The Graduate Student Senate approved a new constitution and an increase in the fee that supports the GSS at its Oct. 18 meeting. Both measures will be passed on to the university’s Board of Trustees, whose approval is necessary. The new constitution would take effect if and when the board approves it; the tax increase would take effect next school year.

To see the preliminary minutes from this meeting, click here.

GSS leadership—President Hongmei Sun, Vice President Garth Schwellenbach and Treasurer Robin Anderson—worked over the summer and earlier this fall with the help of the UMass legal services office to develop a revised constitution that will hopefully receive Board of Trustees approval.

Major changes include limiting senator representation to only academic departments (previously some housing units were eligible for senate representation), allowing for an additional senator for departments of more than 100 students (previously it was 50) and a provision stating that all degree-seeking graduate students will pay the senate tax, with those on curriculum fee paying the whole tax and those on program fee paying only 50 percent of the tax.

The new constitution was approved by a vote of 25 for, 3 against and 2 abstaining.

An increase to the senate tax was also approved by a vote of 17 for, 2 against and 1 abstaining.

Much of the discussion on both items revolved around the need for more revenue and making sure the money is being spent appropriately.
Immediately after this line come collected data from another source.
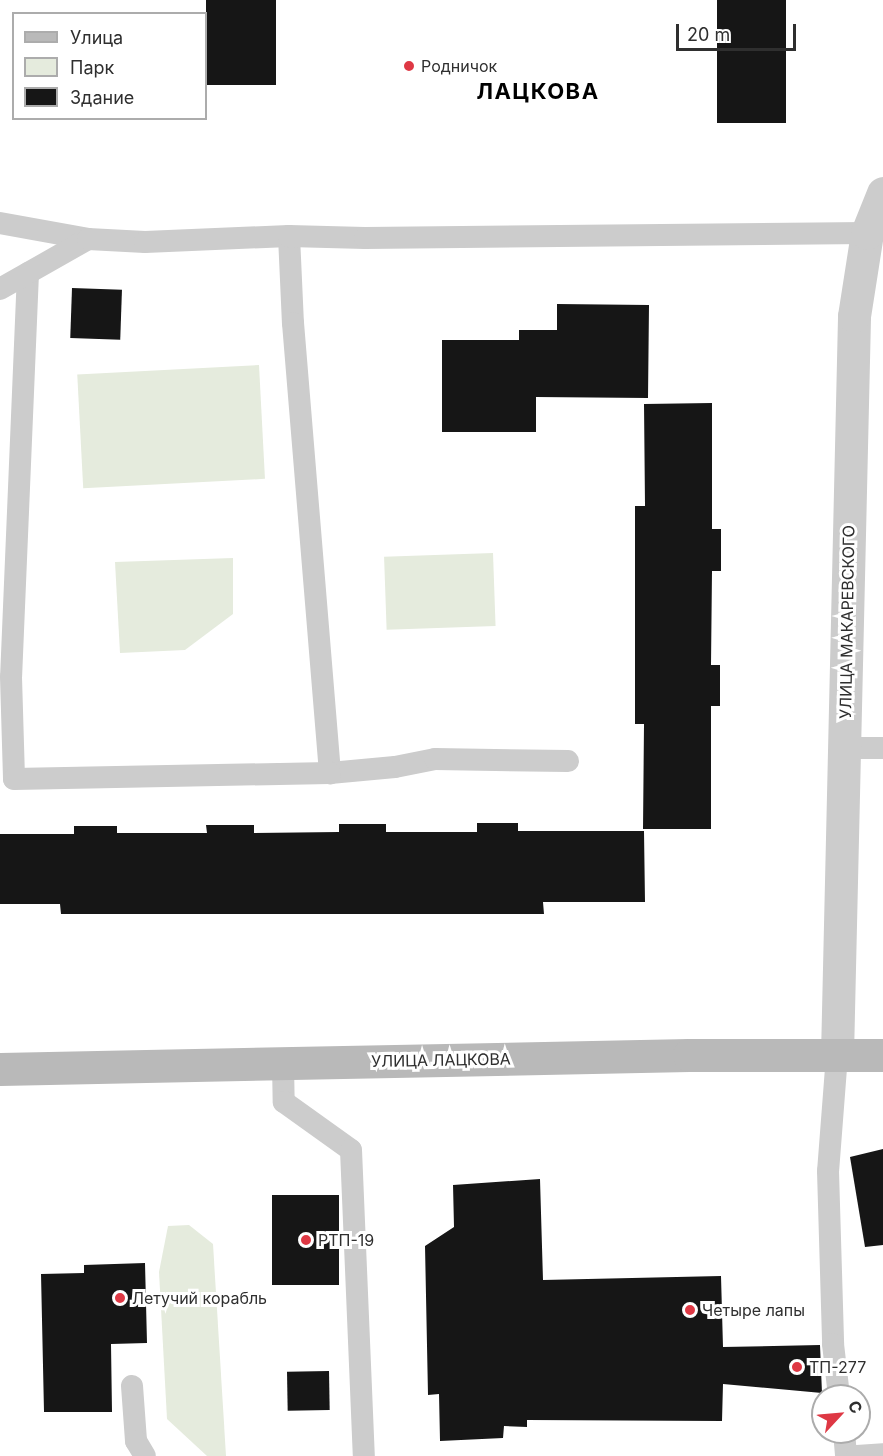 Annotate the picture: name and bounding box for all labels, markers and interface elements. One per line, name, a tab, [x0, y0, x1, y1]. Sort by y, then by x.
legend	[12, 12, 207, 120]
scale bar	[679, 12, 799, 50]
text: 20 m	[687, 24, 730, 45]
text: Улица	[70, 27, 123, 48]
place label: Родничок	[421, 56, 497, 76]
text: Парк	[70, 57, 114, 78]
marker: Родничок	[402, 59, 416, 73]
district label: ЛАЦКОВА	[476, 79, 600, 105]
text: Здание	[70, 87, 134, 108]
street label: УЛИЦА МАКАРЕВСКОГО	[836, 525, 858, 719]
street label: УЛИЦА ЛАЦКОВА	[371, 1049, 511, 1071]
place label: РТП-19	[318, 1230, 374, 1250]
marker: РТП-19	[299, 1233, 313, 1247]
place label: Летучий корабль	[132, 1288, 267, 1308]
marker: Летучий корабль	[113, 1291, 127, 1305]
place label: Четыре лапы	[702, 1300, 805, 1320]
marker: Четыре лапы	[683, 1303, 697, 1317]
place label: ТП-277	[809, 1357, 866, 1377]
marker: ТП-277	[790, 1360, 804, 1374]
north arrow	[811, 1384, 871, 1444]
text: С	[844, 1397, 867, 1417] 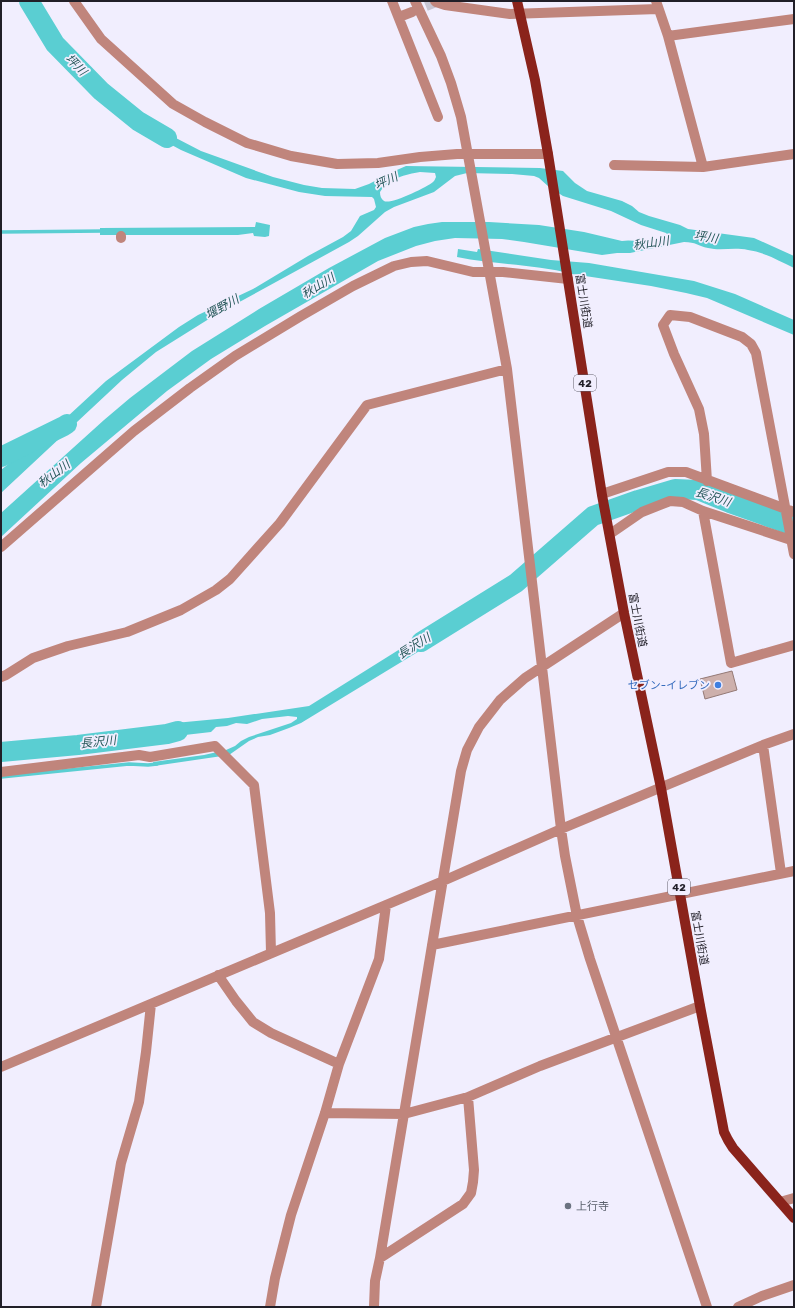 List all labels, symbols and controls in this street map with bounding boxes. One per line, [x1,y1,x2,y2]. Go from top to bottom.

The senators from sociology and English both questioned the necessity of printing a paper edition of the Voice newspaper, which costs approximately $3,000 per year. Sun said that a survey done last year indicated that about half the respondents preferred having a hard copy of the Voice in addition to its web presence. (As the editor of the Voice, I feel it would be helpful to have a paper edition for at least this year to help publicize the presence of the web edition and direct people to look there for news about grad student life here at UMass. I agree that once the Voice website is better known, a paper issue will be somewhat redundant.)

Questions were also raised about the need for food at senate meetings. Anderson answered that food was both an enticement and a thank you to folks for taking the time to be involved in the senate.
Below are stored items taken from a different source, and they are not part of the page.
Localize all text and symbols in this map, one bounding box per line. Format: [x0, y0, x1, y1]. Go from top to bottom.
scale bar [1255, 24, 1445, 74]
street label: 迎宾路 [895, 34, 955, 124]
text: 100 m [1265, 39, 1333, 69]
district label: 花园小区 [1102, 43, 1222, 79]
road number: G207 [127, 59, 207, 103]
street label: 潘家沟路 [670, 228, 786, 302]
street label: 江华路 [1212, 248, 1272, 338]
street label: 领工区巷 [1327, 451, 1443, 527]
Another question was exactly what the two paid summer positions at GSS were needed for and if there was some redundancy with GEO summer employment. Sun and Anderson noted that important things often happen that have an effect on grad students over the summer, citing the recent health care changes as an example) and it was also helpful to have that time to prepare for the upcoming school year. This past summer, for example, Sun and Anderson worked on revising the constitution as well as preparing for fall orientations.

In other business, the senate approved an ad hoc funding request from the UMass Free Culture group of $250 for its upcoming conference.